The European Commission grants orphan medicinal status for products intended for the treatment, prevention or diagnosis of life-threatening or very serious conditions that affect no more than 5 in 10,000 people in the European Union, and where the product represents a significant benefit over existing treatments. Orphan designation provides companies with certain benefits and incentives in the EU, including a 10-year period of market exclusivity after product approval, reduced regulatory fees and protocol assistance.4

Mirdametinib previously received Orphan Drug Designation from the FDA for the treatment of neurofibromatosis type 1 and Fast Track Designation from the FDA for the treatment of patients ≥ 2 years of age with neurofibromatosis type 1-associated inoperable plexiform neurofibromas that are progressing or causing significant morbidity. SpringWorks expects to initiate the ReNeu trial, a Phase 2b open-label, single-arm trial with mirdametinib that will enroll both pediatric and adult NF1-PN patients, in the third quarter of 2019.

About Neurofibromatosis Type 1

Neurofibromatosis type 1 (NF1) is a rare genetic disorder that arises from mutations in the NF1 gene, which encodes for neurofibromin, a key suppressor of the MAPK pathway. NF1 is the most common form of neurofibromatosis, with an estimated global birth incidence of approximately 1 in 3,000 individuals.2,3 The clinical course of NF1 is heterogeneous and manifests in a variety of symptoms across numerous organ systems, including abnormal pigmentation, skeletal deformities, tumor growth and neurological complications, such as cognitive impairment. Patients with NF1 have an eight to 15-year mean reduction in their life expectancy compared to the general population.5 NF1 patients have an approximately 30% to 50% lifetime risk of developing plexiform neurofibromas, or PN, which are tumors that grow in an infiltrative pattern along the peripheral nerve sheath and that can cause severe disfigurement, pain and functional impairment; in rare cases, NF1-PN may be fatal.2,3 NF1-PN are most often diagnosed in the first two decades of life.

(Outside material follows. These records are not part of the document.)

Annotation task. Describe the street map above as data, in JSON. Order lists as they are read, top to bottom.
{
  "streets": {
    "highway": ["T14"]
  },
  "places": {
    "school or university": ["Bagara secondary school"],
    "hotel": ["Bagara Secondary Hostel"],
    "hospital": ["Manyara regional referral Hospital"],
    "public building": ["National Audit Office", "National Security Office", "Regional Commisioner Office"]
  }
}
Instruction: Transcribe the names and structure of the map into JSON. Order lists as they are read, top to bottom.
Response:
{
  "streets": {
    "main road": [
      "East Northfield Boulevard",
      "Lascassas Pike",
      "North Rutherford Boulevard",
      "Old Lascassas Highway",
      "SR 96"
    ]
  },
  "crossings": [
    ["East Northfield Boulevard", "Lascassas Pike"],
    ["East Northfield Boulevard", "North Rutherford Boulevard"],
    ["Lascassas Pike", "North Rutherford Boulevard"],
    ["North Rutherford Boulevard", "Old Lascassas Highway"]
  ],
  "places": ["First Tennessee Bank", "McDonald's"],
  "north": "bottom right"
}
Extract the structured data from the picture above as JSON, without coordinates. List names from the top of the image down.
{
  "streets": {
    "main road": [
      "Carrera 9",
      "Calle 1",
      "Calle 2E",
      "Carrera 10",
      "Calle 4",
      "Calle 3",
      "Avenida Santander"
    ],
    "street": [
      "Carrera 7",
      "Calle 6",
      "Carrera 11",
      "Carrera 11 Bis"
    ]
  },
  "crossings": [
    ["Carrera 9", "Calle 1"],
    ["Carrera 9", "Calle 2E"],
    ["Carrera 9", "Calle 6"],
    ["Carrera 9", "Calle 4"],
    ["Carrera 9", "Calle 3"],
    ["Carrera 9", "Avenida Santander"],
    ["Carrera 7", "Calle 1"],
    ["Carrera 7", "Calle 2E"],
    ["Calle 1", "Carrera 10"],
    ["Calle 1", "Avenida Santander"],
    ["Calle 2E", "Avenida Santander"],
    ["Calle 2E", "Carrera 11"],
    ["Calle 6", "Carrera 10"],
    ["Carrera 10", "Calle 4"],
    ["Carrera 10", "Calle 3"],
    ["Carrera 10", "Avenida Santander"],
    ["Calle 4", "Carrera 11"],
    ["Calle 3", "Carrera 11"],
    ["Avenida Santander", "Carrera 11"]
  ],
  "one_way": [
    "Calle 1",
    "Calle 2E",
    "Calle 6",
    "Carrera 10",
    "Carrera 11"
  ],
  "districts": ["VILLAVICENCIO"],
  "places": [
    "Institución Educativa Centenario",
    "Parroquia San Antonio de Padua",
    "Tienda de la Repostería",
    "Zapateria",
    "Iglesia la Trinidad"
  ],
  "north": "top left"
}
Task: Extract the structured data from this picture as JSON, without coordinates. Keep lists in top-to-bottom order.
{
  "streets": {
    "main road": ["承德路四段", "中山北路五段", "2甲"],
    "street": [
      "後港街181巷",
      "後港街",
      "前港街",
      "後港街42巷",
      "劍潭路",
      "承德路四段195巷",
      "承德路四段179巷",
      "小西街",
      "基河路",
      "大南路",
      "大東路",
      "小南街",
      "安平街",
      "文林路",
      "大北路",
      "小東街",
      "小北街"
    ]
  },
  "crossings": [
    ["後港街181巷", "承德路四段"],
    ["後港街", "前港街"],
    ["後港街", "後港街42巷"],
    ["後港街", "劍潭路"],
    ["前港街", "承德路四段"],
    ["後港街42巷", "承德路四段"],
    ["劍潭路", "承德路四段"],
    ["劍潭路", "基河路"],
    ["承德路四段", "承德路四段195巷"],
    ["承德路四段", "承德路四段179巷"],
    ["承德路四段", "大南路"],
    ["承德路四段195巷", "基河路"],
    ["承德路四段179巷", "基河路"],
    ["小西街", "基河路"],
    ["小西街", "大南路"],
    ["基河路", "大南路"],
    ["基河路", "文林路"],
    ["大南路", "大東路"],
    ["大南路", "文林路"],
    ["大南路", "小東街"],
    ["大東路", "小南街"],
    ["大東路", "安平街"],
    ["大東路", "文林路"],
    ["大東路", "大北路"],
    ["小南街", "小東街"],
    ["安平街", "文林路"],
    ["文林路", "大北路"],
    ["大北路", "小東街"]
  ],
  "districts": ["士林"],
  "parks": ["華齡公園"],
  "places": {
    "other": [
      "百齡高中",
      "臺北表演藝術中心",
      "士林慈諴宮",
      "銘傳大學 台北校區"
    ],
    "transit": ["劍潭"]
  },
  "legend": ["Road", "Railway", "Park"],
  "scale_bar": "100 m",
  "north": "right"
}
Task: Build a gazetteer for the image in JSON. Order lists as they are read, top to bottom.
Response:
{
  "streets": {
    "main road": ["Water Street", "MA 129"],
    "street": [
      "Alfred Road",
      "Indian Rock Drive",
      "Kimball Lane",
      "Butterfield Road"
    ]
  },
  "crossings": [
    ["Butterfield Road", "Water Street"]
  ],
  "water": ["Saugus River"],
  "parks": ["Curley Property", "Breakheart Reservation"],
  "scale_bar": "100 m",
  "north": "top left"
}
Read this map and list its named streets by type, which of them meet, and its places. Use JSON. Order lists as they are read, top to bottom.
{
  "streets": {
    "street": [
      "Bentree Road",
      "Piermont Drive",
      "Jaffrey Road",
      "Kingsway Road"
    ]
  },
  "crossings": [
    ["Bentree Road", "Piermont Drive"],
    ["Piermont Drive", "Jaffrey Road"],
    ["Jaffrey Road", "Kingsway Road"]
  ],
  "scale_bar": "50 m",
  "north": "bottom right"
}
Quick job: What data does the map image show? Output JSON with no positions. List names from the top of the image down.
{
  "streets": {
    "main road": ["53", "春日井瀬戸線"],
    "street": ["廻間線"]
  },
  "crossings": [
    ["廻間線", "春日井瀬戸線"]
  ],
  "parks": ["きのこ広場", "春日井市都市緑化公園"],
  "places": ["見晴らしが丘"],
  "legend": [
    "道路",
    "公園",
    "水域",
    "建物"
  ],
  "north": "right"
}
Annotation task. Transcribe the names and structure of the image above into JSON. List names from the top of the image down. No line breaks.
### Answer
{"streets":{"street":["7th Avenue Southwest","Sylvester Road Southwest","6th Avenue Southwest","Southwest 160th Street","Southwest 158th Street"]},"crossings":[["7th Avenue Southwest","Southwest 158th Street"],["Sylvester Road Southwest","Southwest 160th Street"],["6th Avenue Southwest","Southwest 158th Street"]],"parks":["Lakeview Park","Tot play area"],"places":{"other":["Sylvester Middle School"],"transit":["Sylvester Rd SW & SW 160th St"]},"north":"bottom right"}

These tumors are characterized by aggressive growth, which is typically more rapid during childhood.1,2,5 The only definitive treatment for NF1-PN is surgical removal of the tumors, however, because NF1-PN arise from nerve cells and grow in an infiltrative pattern, it is challenging to successfully resect tumors without severe comorbidities, such as permanent nerve damage and disfigurement. 6 There are no therapies currently approved for the treatment of NF1-PN.

About Mirdametinib

Mirdametinib is an oral, small molecule inhibitor of MEK1 and MEK2. MEK proteins occupy a pivotal position in the MAPK pathway, a key signaling network that regulates cell growth and survival, and that plays a central role in multiple oncology and rare disease indications.

Mirdametinib has been evaluated in several Phase 1 and Phase 2 clinical trials, with over 200 subjects having been exposed to treatment. A Phase 2 trial was conducted by the Neurofibromatosis Clinical Trial Consortium and evaluated mirdametinib in 19 adolescent and adult patients with inoperable and symptomatic or growing plexiform neurofibromas. Patients received an oral dose of 2 mg/m2 BID with a maximum dose of 4 mg BID on a four-week cycle of three weeks-on, one week-off. Eight patients (42%) achieved an objective response by cycle 12, prospectively defined as volumetric reduction in their target PN of at least 20 percent. Mirdametinib was generally well-tolerated in this trial. The most commonly reported treatment-emergent grade 2 or higher AEs were acneiform rash in 53% (10/19), fatigue in 26% (5/19) and nausea in 21% (4/19) of patients.

In addition to the Phase 2b monotherapy trial in NF1-associated PN, and given the critical role that the MAPK pathway plays in the growth and proliferation of a large number of tumor types, SpringWorks is also pursuing mirdametinib in combination with other rational anticancer agents across a range of solid tumors.